Decision under partner route
The requirements of Appendix FM R-LTRP 1.1(c) & (d) are that;
c) (i) the applicant must not fall for refusal under section S-LTR: Suitability eave to remain; and
(ii) the applicant meets all of the requirements of Section E-LTRP:
Eligibility for leave to remain as a partner; or
d) (i) the applicant must not fall for refusal under Section S-LTR: Suitability leave to remain; and
(ii) the applicant meets the requirements of paragraphs E- LTRP.1.2-1.12. and E-LTRP.2.1.;and
(iii) paragraph EX.1 applies
You meet the suitability requirement but you do not fulfil all the eligibility requirement.
The requirement to qualify for limited leave to remain as a partner under paragraph E-LTRP.4.1.
If the applicant has not met the requirement in a previous application for leave as a partner, the applicant must provide specified evidence that they-
a)	are a national of a majority English speaking country listed in paragraph GEN.1.6.;
b)	have passed an English language test in speaking and listening at a minimum of Level A1 of the Common European Framework of Reference for Languages with a provider approved by the Secretary of State;
c)	have an academic qualification recognized by UK NARIC to be equivalent to the standard of a Bachelor’s or Master’s Degree or PhD in the UK, which was taught in English; or
d)	are exempt from the English language requirement under paragraph ELTRP.4.2; unless paragraph EX.1. applies.
You have provided a ESOL Entry Level Certificate from The University Of Cambridge, however as we are unable to verify your score on the Cambridge online system, the Secretary of State is not satisfied that you meet the requirements of this rule.

Consideration of EX.1
Consideration has been given under the exceptions paragraph EX.1(a) of Appendix FM.
The requirements of this paragraph are that;
(a)	(i) the applicant has a genuine and subsisting parental relationship with a child who-
(aa) is under the age of 18 years;
(bb) is in the UK;
(cc) is a British Citizen or has lived in the UK continuously for at least the 7 years immediately preceding the date of application; and

(ii) it would not be reasonable to expect the child to leave the UK or

(b)	the applicant has a genuine and subsisting relationship with a partner who is in the UK and is a British Citizen, settled in the UK or in the UK with refugee leave or humanitarian protection, and there are insurmountable obstacles to family life with that partner continuing outside the UK.
We have carefully considered your application, however your application falls for refusal as the requirements set out as EX.1. have not been met. From the information provided you have not demonstrated;
(a)	(i) that you are enjoying a genuine and subsisting parental relationship with a child –
You have failed to provide documentary evidence to demonstrate that you are the parent of a British or settled child and therefore your application falls for refusal. It is acknowledged that you have a relationship with your step-daughter, however as your step-daughter only spends alternate weekends and holidays with you and you have only been residing in the UK since 28th September 2013 this isn’t sufficient to justify a grant of leave undr EX.1.(a).
You claim to have a genuine and subsisting relationship with your British partner. Whilst it is acknowledged that your partner has been residing in the UK and is employment here, this does not mean that you are unable to live together in the Phillipines. Although relocating there together may cause a degree of hardship for your British Partner, the Secretary of State is not satisfied that there are insurmountable obstacles preventing you from continuing your relationship outside the UK. You therefore fail to fulfill EX.1(b) of Appendix FM of the Immigration Rules.

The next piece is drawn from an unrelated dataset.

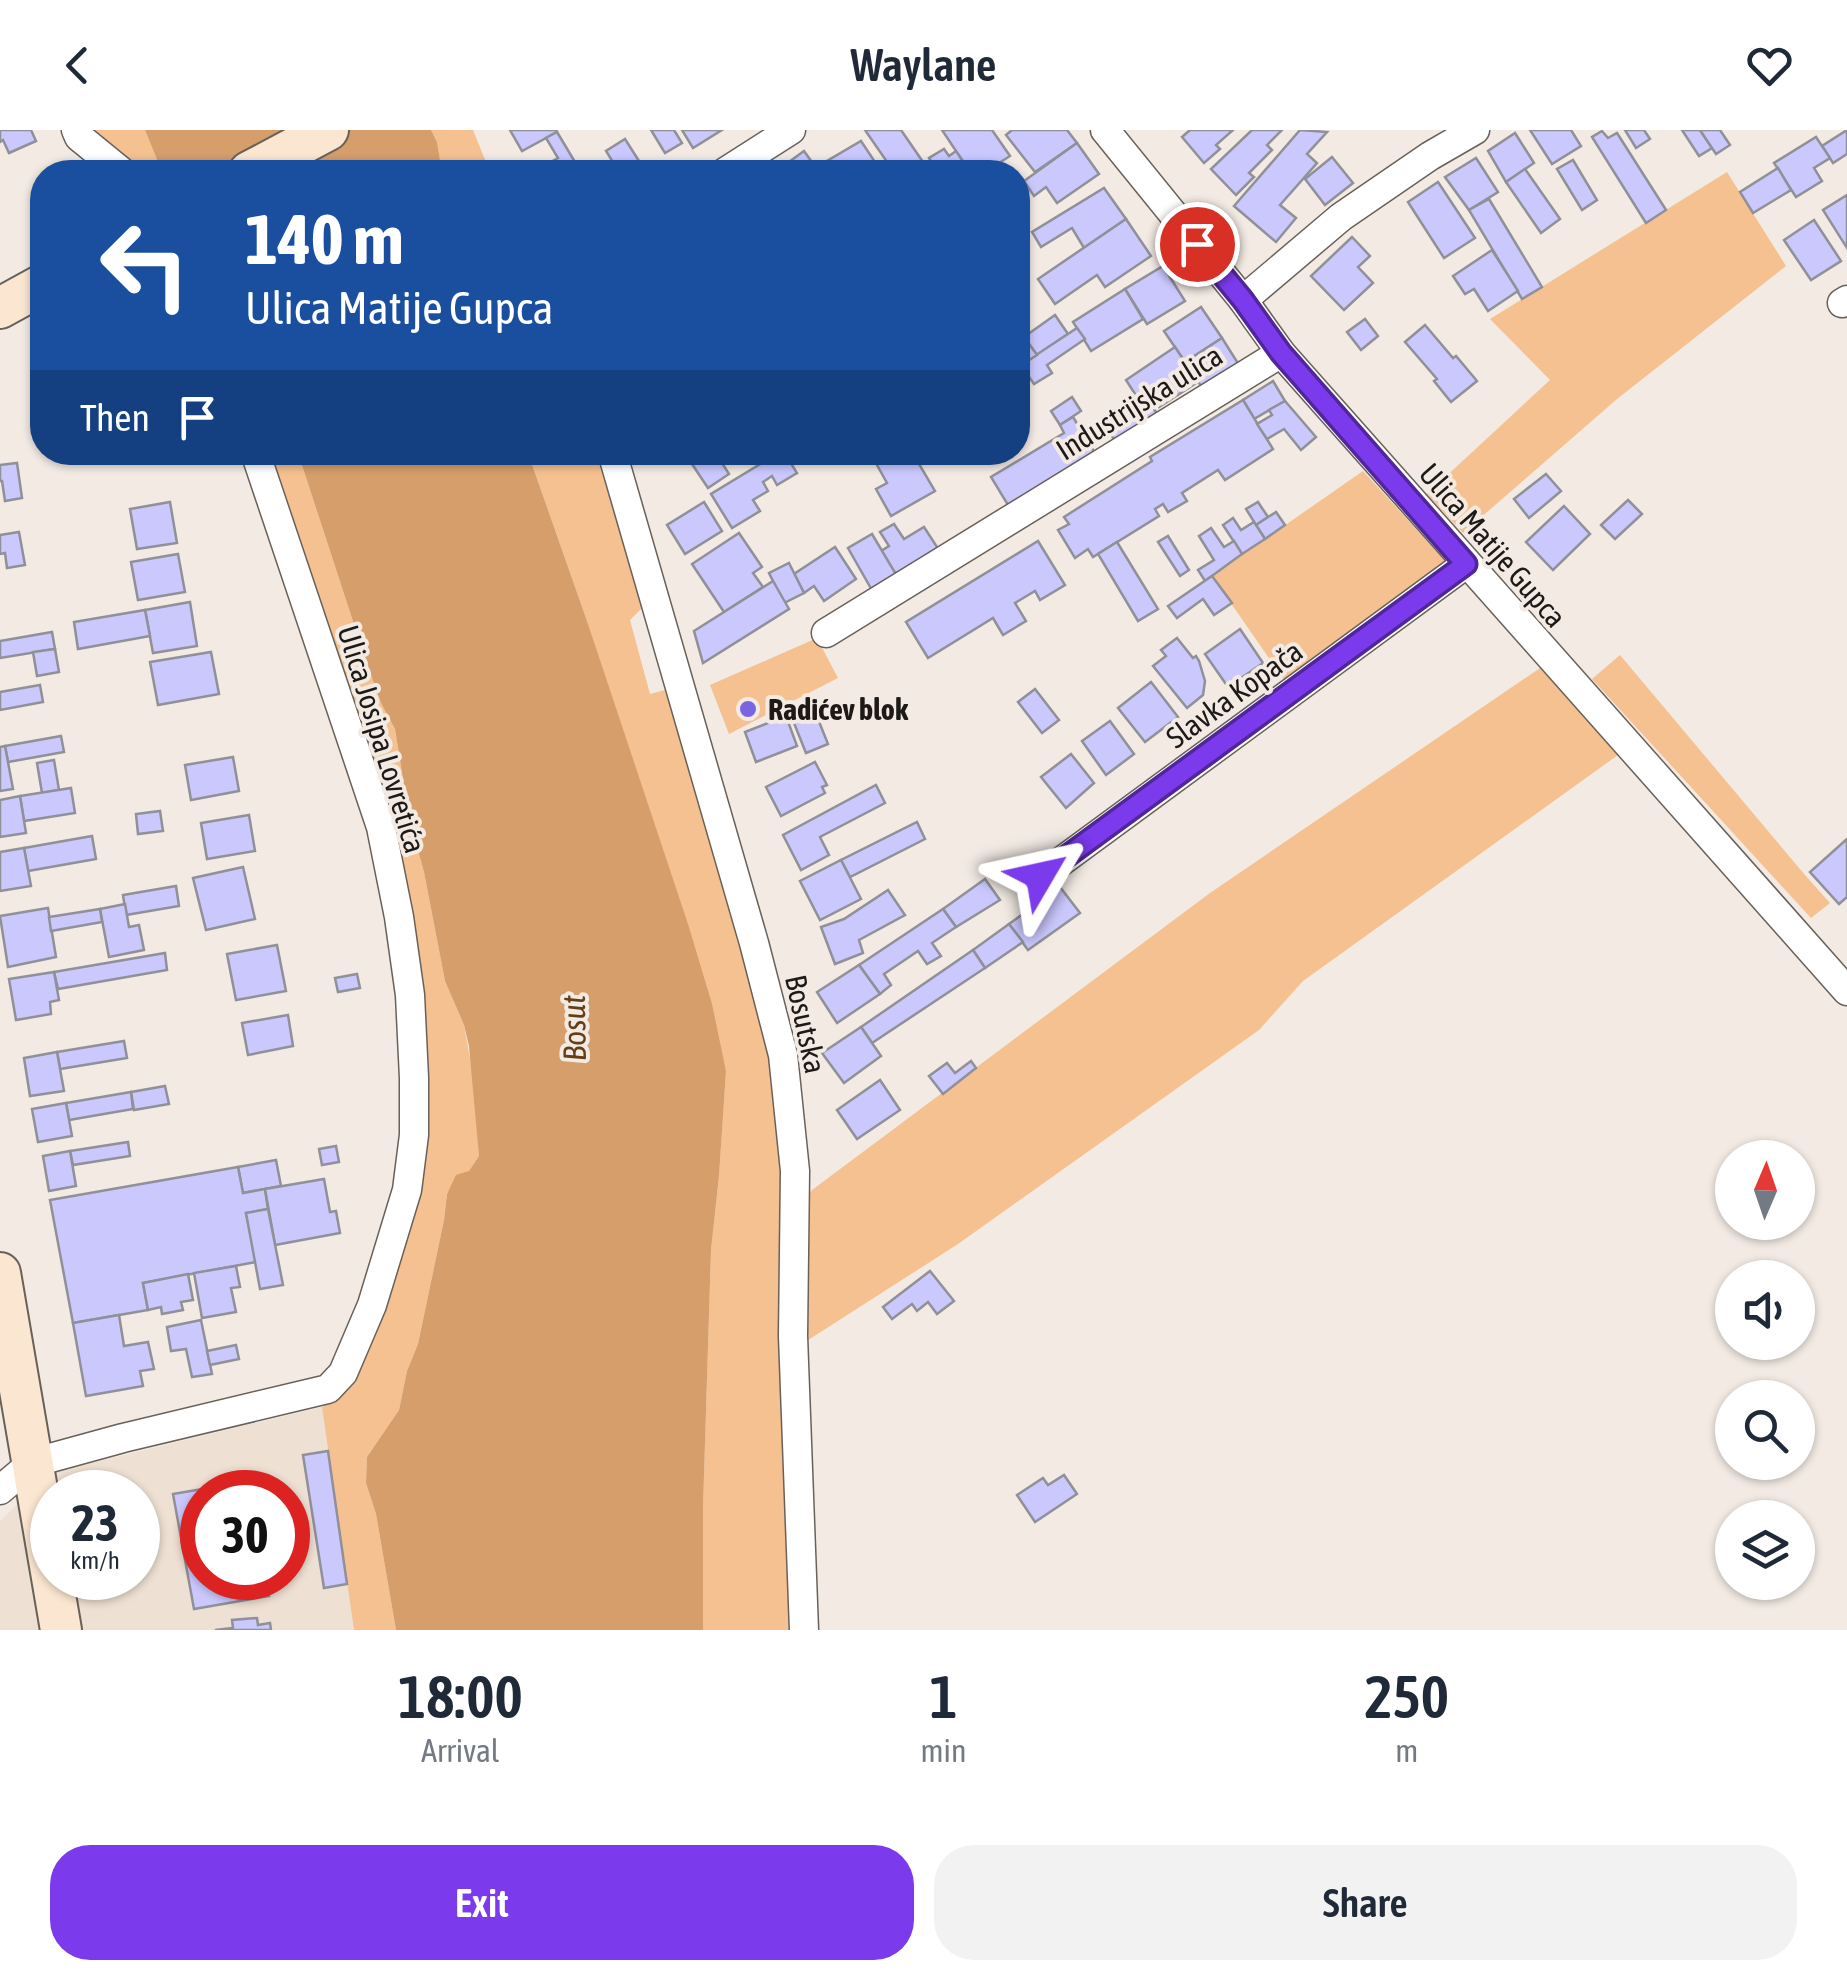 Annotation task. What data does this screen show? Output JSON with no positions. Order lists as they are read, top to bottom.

Consideration of Private Life
In refusing your application consideration has been given to your private life under Article 8 which from 9th July 2012 falls under paragraph 276ADE of the rules.
The requirements to be met by an applicant for leave to remain on the grounds of private life in the UK are that the date of the application, the applicant:
(i)	does not fall for refusal under any of the grounds in Section S-LTR 1.2 to S-LTR 2.3 and S-LTR.3.1. in Appendix FM; and
(ii)	has made a valid application for leave to remain on the grounds of private life in the UK; and
(iii)	has lived continuously in the UK for at least 20 years (discounting any period of imprisonment); or
(iv)	is under the age of 18 years and has lived continuously in the UK for at least 7 years (discounting any period of imprisonment) and it would be reasonable to expect the applicant to leave the UK; or
(v)	is aged 18 years or above and under 25 years and has spent at least half of his life living continuously in the UK (discounting any period of imprisonment); or
(vi)	subject to sub-paragraph (2), is aged 18 years or above, has lived continuously in the UK for less than 20 years (discounting any period of imprisonment) but has no ties (including social, cultural or family) with the country to which he would have to go if required to leave in the UK.
You entered the UK in 2013 and have not lived continuously in the UK for at least 20 years therefore the Secretary of State is not satisfied that you can meet the requirements of Rule 276ADE (iii).

At the time of your application you were aged 25. You were not under the age of 18 years therefore the Secretary of State is not satisfied that you can meet the requirements of Rule 276ADE (iv).

Having spent 25 years in Russia and in the absence of any evidence to the contrary, it is not accepted that in the period of time that you have been in the UK you have lost ties to your home country therefore the Secretary of State is not satisfied that you can meet the requirement of Rule 276ADE (vi).


Nothing makes sense? We are so upset and confused. Why weren’t they able to see her ESOL results online? The certificate says she passed with distinction. What has time with my daughter go to do with her Spouse Application? That has never been mentioned anywhere before? Why is the letter signed by “Temporary Immigration Team 21”, and signed on 4th feb when in actual fact we received it on 1st feb? And why on earth would they suggest we go live in the Phillipines when that would clearly mean us never seeing my daughter here in the UK? I’ve never even visited the Phillipines, so why would I/we want to live there? It feels like either a very poor assessment has been made and/or we are going to wake up out of this ridiculous nightmare any minute.


----------



## Joppa (Sep 7, 2009)

Your situation looks complicated but it's quite simple, really.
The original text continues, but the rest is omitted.